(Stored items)
..........

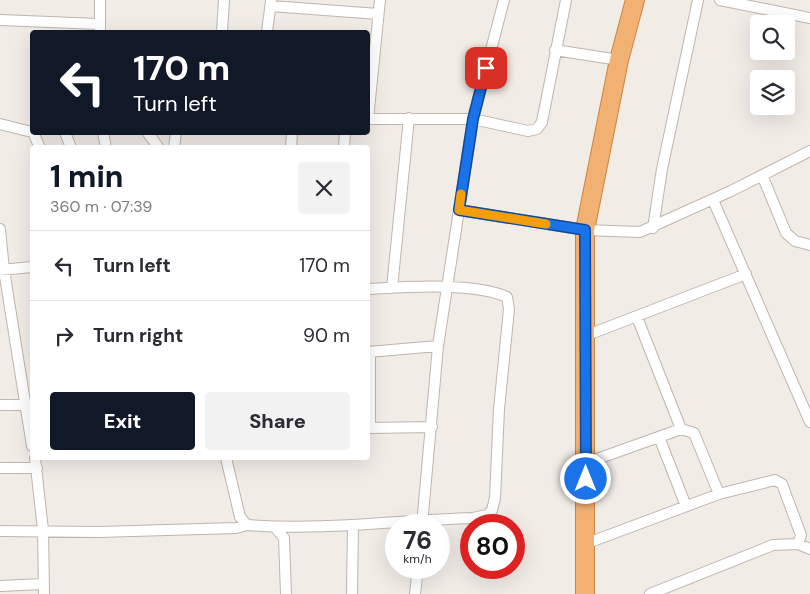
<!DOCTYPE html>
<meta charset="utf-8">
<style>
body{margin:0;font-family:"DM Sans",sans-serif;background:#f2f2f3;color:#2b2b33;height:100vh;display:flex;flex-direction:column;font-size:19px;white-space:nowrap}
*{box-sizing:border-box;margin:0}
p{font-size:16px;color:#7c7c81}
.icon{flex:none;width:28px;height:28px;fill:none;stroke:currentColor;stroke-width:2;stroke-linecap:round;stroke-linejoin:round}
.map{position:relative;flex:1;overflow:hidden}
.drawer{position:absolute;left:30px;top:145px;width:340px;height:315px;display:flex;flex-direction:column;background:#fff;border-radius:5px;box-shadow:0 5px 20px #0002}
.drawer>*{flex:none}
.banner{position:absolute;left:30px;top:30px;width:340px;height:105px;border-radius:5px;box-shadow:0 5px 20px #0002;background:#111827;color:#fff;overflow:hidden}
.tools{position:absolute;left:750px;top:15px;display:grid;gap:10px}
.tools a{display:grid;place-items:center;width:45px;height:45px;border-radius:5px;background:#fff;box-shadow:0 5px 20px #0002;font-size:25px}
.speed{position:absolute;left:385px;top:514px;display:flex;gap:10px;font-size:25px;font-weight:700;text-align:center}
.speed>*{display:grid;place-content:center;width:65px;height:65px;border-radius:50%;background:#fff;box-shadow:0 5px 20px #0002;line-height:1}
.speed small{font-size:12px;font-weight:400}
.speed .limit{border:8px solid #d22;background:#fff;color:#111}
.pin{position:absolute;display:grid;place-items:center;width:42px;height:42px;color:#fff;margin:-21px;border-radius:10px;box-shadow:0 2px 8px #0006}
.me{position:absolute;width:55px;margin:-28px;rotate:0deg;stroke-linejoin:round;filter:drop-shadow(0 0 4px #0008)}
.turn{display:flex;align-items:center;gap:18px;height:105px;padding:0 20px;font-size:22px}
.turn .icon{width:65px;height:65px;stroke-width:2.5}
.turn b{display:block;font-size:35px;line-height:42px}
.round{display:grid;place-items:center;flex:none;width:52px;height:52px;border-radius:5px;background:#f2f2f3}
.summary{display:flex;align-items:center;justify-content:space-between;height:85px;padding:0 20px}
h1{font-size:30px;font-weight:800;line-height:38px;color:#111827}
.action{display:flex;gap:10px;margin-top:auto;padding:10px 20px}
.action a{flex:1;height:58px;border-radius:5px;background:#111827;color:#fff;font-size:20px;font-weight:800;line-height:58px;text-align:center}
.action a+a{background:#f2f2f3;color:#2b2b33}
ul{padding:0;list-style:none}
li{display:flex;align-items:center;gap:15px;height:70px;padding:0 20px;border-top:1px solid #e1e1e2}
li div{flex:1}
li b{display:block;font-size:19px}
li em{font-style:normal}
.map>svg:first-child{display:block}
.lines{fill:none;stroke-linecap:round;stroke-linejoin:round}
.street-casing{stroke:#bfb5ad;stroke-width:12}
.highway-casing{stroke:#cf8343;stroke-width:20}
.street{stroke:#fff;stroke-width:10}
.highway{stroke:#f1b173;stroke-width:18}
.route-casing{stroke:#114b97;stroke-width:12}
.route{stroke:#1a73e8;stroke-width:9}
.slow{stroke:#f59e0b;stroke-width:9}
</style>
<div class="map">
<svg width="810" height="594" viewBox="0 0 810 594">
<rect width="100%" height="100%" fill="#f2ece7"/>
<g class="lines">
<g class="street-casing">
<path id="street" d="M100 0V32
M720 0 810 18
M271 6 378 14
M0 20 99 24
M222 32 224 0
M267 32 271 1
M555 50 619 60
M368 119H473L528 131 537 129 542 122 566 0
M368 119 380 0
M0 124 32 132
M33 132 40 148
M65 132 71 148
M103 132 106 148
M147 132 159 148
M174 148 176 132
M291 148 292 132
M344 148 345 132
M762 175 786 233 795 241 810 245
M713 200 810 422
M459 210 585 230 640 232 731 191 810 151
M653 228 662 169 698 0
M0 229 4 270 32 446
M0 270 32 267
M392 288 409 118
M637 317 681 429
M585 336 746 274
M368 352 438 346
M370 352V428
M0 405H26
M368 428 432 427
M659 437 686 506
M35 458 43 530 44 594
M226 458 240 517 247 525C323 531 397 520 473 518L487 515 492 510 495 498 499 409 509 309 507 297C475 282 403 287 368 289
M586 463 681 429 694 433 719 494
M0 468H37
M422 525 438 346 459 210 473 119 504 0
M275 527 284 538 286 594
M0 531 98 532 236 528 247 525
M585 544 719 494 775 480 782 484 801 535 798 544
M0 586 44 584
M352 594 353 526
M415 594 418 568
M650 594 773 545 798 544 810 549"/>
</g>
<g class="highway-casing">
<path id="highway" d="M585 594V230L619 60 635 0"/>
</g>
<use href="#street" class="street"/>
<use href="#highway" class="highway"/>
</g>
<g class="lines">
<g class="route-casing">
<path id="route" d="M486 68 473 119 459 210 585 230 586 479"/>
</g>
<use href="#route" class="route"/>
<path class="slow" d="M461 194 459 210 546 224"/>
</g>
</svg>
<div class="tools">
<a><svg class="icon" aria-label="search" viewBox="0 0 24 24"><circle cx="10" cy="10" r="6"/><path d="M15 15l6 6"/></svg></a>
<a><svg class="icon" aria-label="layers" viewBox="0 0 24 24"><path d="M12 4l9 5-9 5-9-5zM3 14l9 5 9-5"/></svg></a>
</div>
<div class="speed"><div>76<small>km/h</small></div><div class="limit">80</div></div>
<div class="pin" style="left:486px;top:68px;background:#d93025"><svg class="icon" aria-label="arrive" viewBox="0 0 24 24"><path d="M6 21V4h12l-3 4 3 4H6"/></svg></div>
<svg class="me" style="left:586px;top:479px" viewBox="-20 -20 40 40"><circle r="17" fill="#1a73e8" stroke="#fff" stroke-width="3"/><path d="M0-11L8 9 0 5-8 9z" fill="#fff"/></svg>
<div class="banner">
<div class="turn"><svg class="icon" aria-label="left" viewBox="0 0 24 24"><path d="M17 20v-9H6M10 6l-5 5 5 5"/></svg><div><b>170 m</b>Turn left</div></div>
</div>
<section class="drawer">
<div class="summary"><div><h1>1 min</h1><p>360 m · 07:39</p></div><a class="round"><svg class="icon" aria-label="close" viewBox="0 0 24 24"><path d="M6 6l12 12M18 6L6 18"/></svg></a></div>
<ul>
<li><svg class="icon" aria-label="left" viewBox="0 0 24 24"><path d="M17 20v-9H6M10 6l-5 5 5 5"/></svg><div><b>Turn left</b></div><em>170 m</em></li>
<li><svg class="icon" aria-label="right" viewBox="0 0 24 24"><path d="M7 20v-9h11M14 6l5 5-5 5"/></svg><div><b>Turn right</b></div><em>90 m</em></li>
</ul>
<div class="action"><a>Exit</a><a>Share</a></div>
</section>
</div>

..........

**Exercise:** Precisely the line with "min</h1><p>360 m ·" and the lines after it, up to the last line of the entries above, are to be reproduced, and nothing more.

**Response to this exercise:**
<div class="summary"><div><h1>1 min</h1><p>360 m · 07:39</p></div><a class="round"><svg class="icon" aria-label="close" viewBox="0 0 24 24"><path d="M6 6l12 12M18 6L6 18"/></svg></a></div>
<ul>
<li><svg class="icon" aria-label="left" viewBox="0 0 24 24"><path d="M17 20v-9H6M10 6l-5 5 5 5"/></svg><div><b>Turn left</b></div><em>170 m</em></li>
<li><svg class="icon" aria-label="right" viewBox="0 0 24 24"><path d="M7 20v-9h11M14 6l5 5-5 5"/></svg><div><b>Turn right</b></div><em>90 m</em></li>
</ul>
<div class="action"><a>Exit</a><a>Share</a></div>
</section>
</div>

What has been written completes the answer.